论文阅读---REALISE model

REALISE model:

1.utilizes multiple encoders to obtain the semantic ,phonetic , and graphic information to distinguish the similarities of Chinese characters and correct the spelling errors.
2.And then, develop a selective modality fusion module to obtain the context-aware multimodal representations.
3.Finally ,the output layer predict the probabilities of error corrections.


Semantic encoder:

BERT, which provides rich contextual word representation with the unsupervised pretraining on large corpora.

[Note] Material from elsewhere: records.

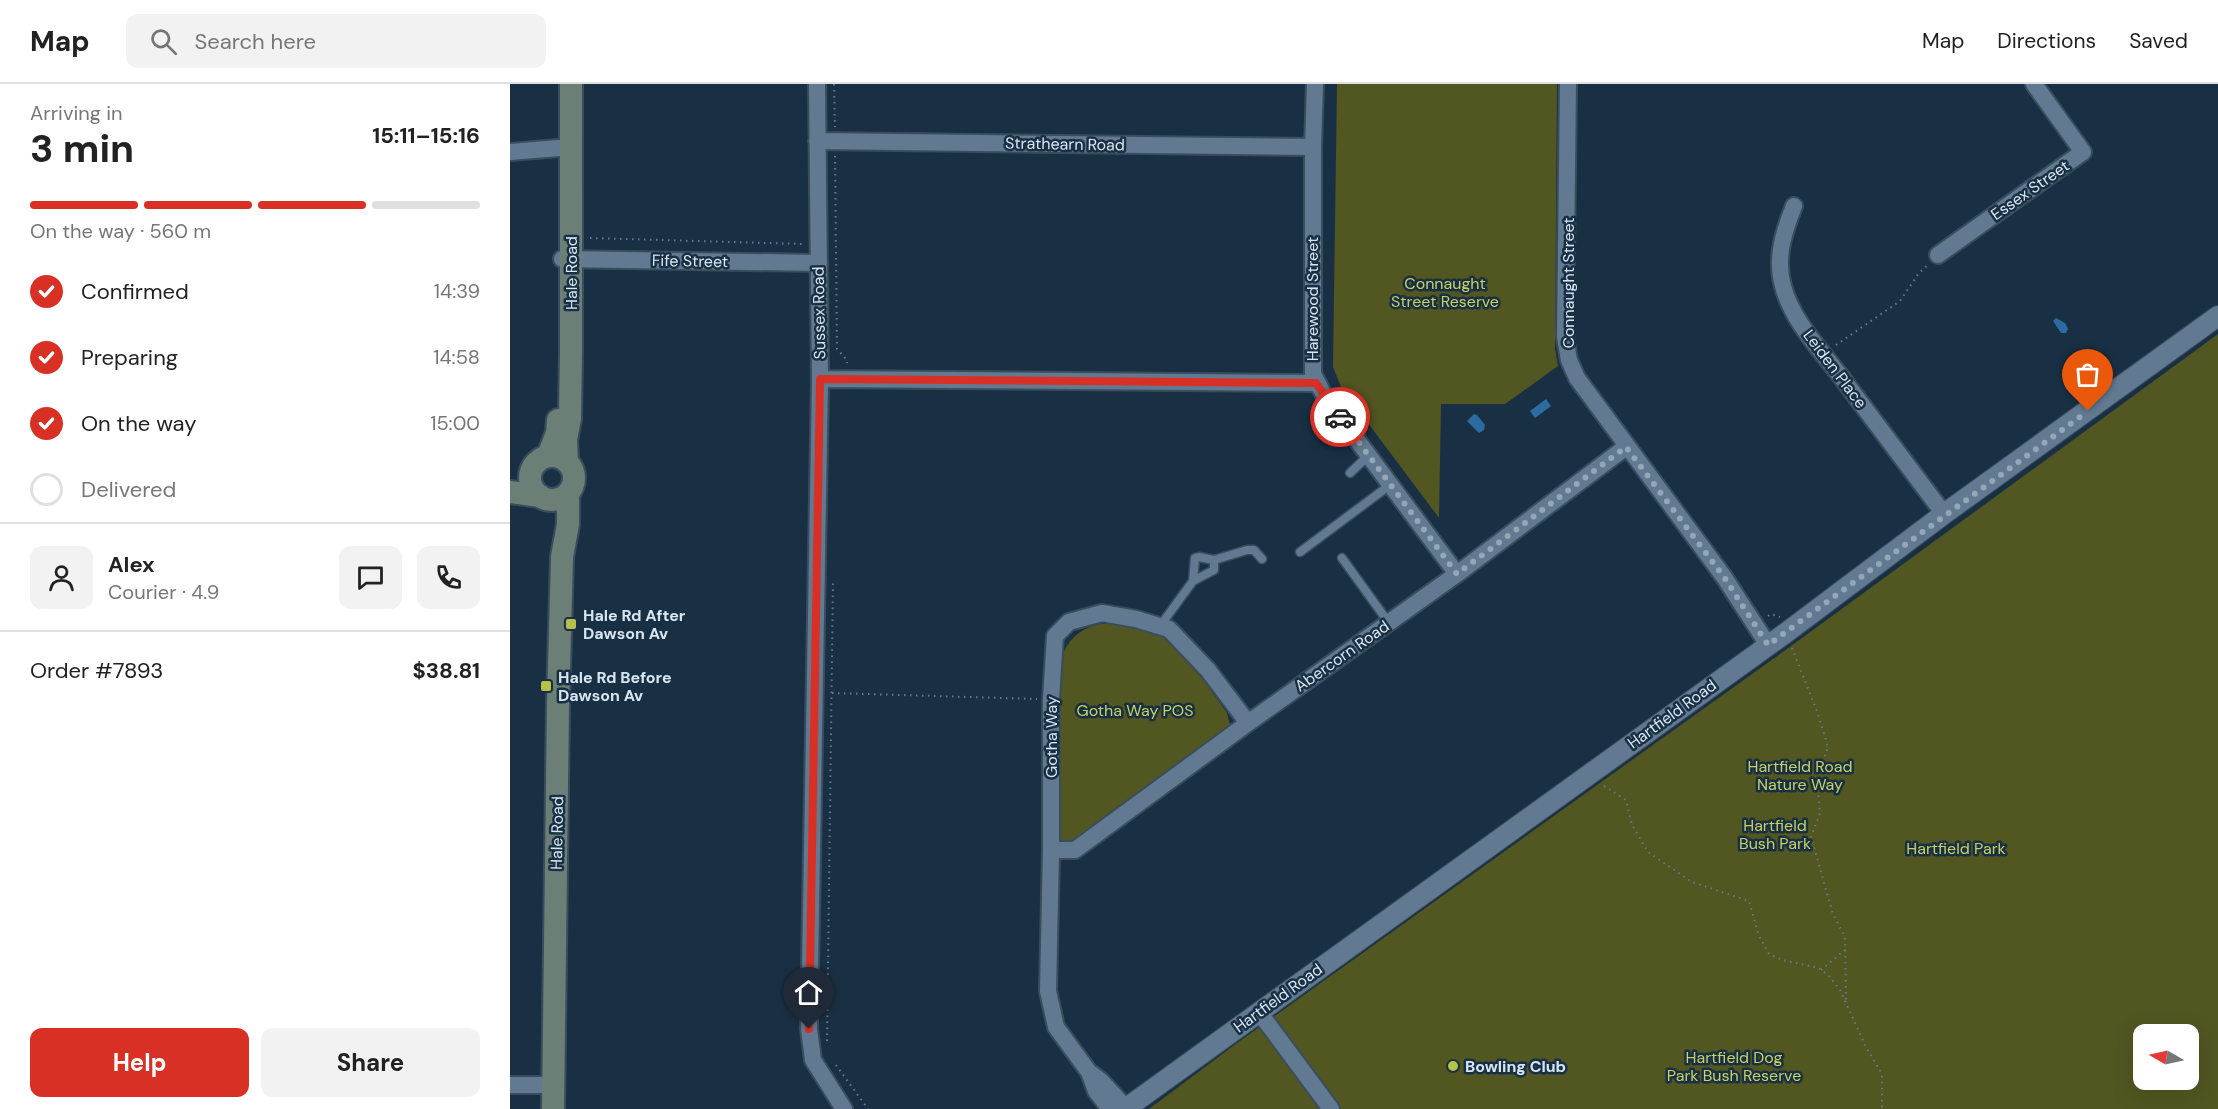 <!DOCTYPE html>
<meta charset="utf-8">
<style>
:root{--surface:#fff;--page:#f2f2f2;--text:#222;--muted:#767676;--line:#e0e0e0;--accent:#d93025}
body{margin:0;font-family:"DM Sans",sans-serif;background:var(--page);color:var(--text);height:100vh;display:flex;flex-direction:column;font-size:22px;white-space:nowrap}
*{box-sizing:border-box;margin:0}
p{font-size:20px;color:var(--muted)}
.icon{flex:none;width:33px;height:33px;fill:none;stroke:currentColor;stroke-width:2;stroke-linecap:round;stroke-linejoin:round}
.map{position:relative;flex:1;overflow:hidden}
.details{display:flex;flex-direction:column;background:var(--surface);width:510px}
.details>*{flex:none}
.needle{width:39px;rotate:279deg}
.tools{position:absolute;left:1623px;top:940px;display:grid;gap:12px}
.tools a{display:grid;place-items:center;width:66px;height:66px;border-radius:12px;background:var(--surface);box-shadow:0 6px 24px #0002;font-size:30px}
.pin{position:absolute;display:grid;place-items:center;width:51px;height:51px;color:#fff;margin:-62px -26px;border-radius:50% 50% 50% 0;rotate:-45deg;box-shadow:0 0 6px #0007}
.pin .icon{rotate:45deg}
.courier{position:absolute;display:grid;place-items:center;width:60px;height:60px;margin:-30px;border:4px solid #d93025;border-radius:50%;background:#fff;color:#222;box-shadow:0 2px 8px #0007}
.head em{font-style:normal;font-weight:700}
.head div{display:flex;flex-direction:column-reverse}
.head{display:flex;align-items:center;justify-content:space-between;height:102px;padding:0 30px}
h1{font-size:39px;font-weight:700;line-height:45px}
.bar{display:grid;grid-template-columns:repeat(4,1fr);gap:9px 6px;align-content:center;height:72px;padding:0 30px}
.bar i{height:8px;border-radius:4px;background:var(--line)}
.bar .active{background:var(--accent)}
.bar p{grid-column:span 4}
.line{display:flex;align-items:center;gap:15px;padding:0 30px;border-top:2px solid var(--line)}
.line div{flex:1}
.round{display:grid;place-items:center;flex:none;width:63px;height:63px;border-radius:12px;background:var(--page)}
ol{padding:0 30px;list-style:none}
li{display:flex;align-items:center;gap:18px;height:66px}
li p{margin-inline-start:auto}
li .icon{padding:6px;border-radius:50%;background:var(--accent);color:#fff;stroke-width:4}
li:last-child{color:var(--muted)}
li i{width:33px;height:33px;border:3px solid var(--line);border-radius:50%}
.button{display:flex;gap:12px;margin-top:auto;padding:12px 30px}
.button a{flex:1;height:69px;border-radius:12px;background:var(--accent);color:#fff;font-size:24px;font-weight:700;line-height:69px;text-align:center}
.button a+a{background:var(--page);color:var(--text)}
header{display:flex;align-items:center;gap:36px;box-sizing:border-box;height:84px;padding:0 30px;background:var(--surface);border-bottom:2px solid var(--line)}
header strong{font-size:28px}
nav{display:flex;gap:33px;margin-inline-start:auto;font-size:21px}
.search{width:420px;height:54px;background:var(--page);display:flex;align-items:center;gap:15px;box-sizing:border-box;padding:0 21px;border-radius:12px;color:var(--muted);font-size:22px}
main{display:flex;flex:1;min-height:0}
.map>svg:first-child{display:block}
.green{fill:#525621;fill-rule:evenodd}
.water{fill:#2b6da2}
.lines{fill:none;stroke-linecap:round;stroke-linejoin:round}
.service-casing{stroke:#3a4d5e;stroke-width:11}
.minor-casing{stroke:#3a4d5e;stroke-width:20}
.tertiary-casing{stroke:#3a4d5e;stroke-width:22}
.secondary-casing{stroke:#3a4d5e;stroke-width:26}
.path{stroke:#687b8c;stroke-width:2;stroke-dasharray:1.5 4.5;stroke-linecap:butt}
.service{stroke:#617a91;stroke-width:8}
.minor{stroke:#617a91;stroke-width:16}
.tertiary{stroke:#617a91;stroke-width:20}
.secondary{stroke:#6c7f77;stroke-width:22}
.done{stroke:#95a6b6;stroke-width:6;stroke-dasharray:0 10.8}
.route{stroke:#d93025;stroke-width:8}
.poi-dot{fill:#b7c147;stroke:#193044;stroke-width:2}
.labels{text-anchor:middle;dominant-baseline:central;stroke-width:5;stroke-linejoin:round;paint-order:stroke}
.street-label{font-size:16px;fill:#d8e6f3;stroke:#193044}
.park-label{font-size:16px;fill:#c8d262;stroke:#193044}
.poi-label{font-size:16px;font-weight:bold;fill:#d8e6f3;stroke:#193044;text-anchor:start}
</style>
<header>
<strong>Map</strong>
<div class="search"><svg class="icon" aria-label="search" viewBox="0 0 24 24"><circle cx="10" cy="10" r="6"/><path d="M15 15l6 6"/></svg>Search here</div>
<nav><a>Map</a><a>Directions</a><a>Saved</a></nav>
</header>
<main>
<section class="details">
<div class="head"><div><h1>3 min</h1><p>Arriving in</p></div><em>15:11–15:16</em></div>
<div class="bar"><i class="active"></i><i class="active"></i><i class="active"></i><i></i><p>On the way · 560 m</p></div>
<ol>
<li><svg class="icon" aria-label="check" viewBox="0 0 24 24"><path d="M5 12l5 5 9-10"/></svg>Confirmed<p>14:39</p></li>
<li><svg class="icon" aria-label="check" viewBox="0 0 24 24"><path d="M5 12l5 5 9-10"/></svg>Preparing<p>14:58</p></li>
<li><svg class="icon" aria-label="check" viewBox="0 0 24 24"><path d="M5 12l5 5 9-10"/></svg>On the way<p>15:00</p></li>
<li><i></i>Delivered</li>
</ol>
<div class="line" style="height:108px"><a class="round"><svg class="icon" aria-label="person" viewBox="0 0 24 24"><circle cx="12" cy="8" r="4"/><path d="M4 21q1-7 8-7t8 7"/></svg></a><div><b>Alex</b><p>Courier · 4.9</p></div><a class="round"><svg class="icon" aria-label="chat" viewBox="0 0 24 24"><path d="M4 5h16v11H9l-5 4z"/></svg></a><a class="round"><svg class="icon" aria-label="phone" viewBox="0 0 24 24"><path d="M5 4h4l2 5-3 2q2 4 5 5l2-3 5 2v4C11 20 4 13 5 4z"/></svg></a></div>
<div class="line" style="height:78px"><div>Order #7893</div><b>$38.81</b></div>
<div class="button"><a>Help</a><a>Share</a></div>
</section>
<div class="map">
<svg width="1708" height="1025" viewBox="0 0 1708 1025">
<rect width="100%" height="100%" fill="#193044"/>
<path class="green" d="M827 0H1047L1045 265 1048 282 995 320H931L929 434 831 303 823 283Z
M1708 250V1025H639L727 959 1281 562ZM1634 951H1678V996H1634Z
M589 540H609L640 546 657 555 676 571 717 629 720 641 718 648 564 762 552 760 549 749 551 576C556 557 569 545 589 540Z"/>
<path class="water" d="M1546 234 1555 239 1558 245 1556 249H1551L1543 237Z
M1036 315 1041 322 1025 334 1020 327Z
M964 330 967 331 975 341 974 346 969 349 957 337Z"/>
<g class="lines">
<g class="service-casing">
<path id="service" d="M840 389 858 372
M790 468 880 401
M832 474 879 539
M704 476 737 466H744L752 475
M650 542 683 497 685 474 689 473 704 476V486L683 497"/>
</g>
<g class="minor-casing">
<path id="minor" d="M307 0 310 295 299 945 303 976 334 1025
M805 0 803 63V290L815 313 947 490
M1058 0 1055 253 1059 276 1067 294 1214 493 1258 561
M307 57 803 63
M0 68 61 63
M1284 122C1274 147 1265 174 1273 202 1282 237 1311 266 1332 294 1366 339 1400 385 1434 430
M1428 171 1573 68 1524 0
M52 175 309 179
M310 295 806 299
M541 766H565L738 639 947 490 1116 363
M749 928 821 1025
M582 990 591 997 616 1024
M0 1001H43
M600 1025 586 1007 579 988 546 943 538 907 541 766V616L545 552 559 538 592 529 626 535 659 545 698 586 738 639"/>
</g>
<g class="tertiary-casing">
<path id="tertiary" d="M615 1025 1277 548 1434 430 1708 232"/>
</g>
<g class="secondary-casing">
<path id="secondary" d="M38 372 47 349 48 336
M20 394a22 22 0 1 1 44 0a22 22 0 1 1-44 0Z
M57 377 56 356 60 334 61 266V0
M0 408 30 412
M43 1025 48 620 52 473 58 440V409"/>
</g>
<path class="path" d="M324 0 325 43
M325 72 327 265 337 276V279
M80 154 293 160
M1326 261 1390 217 1409 189 1418 181
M1258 532 1261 530 1270 533
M1282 564 1308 630 1318 663 1307 695 1310 729 1301 753 1323 830 1335 853 1336 917
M322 609 527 615
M1094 702 1116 716 1122 741 1138 768 1182 798 1239 817 1249 852 1259 870 1272 876 1309 884 1319 892 1330 906 1356 963 1372 990V1025
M1311 886 1336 865
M317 957 323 498
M326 981 358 1025"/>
<use href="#service" class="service"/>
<use href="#minor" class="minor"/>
<use href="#tertiary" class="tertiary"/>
<use href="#secondary" class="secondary"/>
</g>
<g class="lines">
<path class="done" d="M830 333 947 490 1116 363 1214 493 1258 561 1578 327"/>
<path class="route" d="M299 945 310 295 806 299 830 333"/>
</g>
<g class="poi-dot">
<rect x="55" y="534" width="12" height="12" rx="3"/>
<rect x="30" y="596" width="12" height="12" rx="3"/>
<circle cx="943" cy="982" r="6"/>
</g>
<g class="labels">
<g class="street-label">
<text transform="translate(555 60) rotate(1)">Strathearn Road</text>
<text transform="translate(1520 106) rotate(-35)">Essex Street</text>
<text transform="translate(180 177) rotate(1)">Fife Street</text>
<text transform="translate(61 189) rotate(-90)">Hale Road</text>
<text transform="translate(1058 199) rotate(-90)">Connaught Street</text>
<text transform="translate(802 215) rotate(-90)">Harewood Street</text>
<text transform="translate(309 229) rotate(-91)">Sussex Road</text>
<text transform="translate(1325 285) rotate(53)">Leiden Place</text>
<text transform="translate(832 572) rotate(-35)">Abercorn Road</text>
<text transform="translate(1162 630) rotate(-36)">Hartfield Road</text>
<text transform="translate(541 653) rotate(-90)">Gotha Way</text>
<text transform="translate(47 749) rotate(-89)">Hale Road</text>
<text transform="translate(768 914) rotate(-36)">Hartfield Road</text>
</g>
<g class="park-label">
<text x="935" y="199">Connaught<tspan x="935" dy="18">Street Reserve</tspan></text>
<text x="625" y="626">Gotha Way POS</text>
<text x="1290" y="682">Hartfield Road<tspan x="1290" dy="18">Nature Way</tspan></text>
<text x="1265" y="741">Hartfield<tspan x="1265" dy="18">Bush Park</tspan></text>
<text x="1446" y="764">Hartfield Park</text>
<text x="1224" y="973">Hartfield Dog<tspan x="1224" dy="18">Park Bush Reserve</tspan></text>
</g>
<g class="poi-label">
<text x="73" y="531">Hale Rd After<tspan x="73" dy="18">Dawson Av</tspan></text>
<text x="48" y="593">Hale Rd Before<tspan x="48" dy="18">Dawson Av</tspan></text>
<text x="955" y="982">Bowling Club</text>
</g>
</g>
</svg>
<div class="tools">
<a><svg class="needle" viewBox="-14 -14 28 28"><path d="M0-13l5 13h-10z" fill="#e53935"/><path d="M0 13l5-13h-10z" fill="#767676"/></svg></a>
</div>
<div class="pin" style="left:1578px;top:327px;background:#ea580c"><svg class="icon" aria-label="bag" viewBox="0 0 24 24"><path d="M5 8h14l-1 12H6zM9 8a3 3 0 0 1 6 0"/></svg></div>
<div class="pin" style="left:299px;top:945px;background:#1f2937"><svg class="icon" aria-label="home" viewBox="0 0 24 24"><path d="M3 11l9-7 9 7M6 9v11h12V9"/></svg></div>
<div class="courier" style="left:830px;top:333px"><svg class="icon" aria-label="car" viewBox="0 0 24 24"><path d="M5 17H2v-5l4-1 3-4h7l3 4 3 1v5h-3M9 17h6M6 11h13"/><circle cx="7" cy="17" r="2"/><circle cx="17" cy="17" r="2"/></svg></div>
</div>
</main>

from transformers import BertTokenizer
tokenizer = BertTokenizer.from_pretrained('bert-base-chinese')


Phonetic encoder

pinyin: initial(21)+final(39)+tone(5)
hierarchical phonetic encoder :character-level encoder and sentence-level encoder

Character-level encoder

GRU(Gate Recurrent Unit)是循环神经网络(Recurrent Neural Network, RNN)的一种。和LSTM(Long-Short Term Memory)一样,也是为了解决长期记忆和反向传播中的梯度等问题而提出来的。


Sentence-level Encoder: obtain the contextualized phonetic representation for each Chinese characters

4-layer Transformer with the same hidden size as the semantic encoder
because independent phonetic vectors are not distinguished in order, so we add the positional embeading to each vector. +pack the vector together ->transformer layers to calculate the contextualized representation in acoustic modality.

Graphic Encoder

three fonds correpond to the three channels of the character images whose size is set to 32*32 pixel

Selective Modality Fusion Module

Ht, Ha,Hv ==textual ,acoustic,visual
fuse information i n different modalities
selective gate unit: select how much information flow to the mixed multimodal representation.
gate values :fully-connected layer followed by a sigmoid function.

Acoustic and Visual Pretraining

aims to learn the acoustic-textual and visual-textual relationships
phonetic encoder:input method pretraining objective
graphhic encoder:OCP pretraining objective

Data and Metrics

data:SIGHAN —>convert to simplified chinese by using the OPENCC tools

two level :detection and correction level to test the model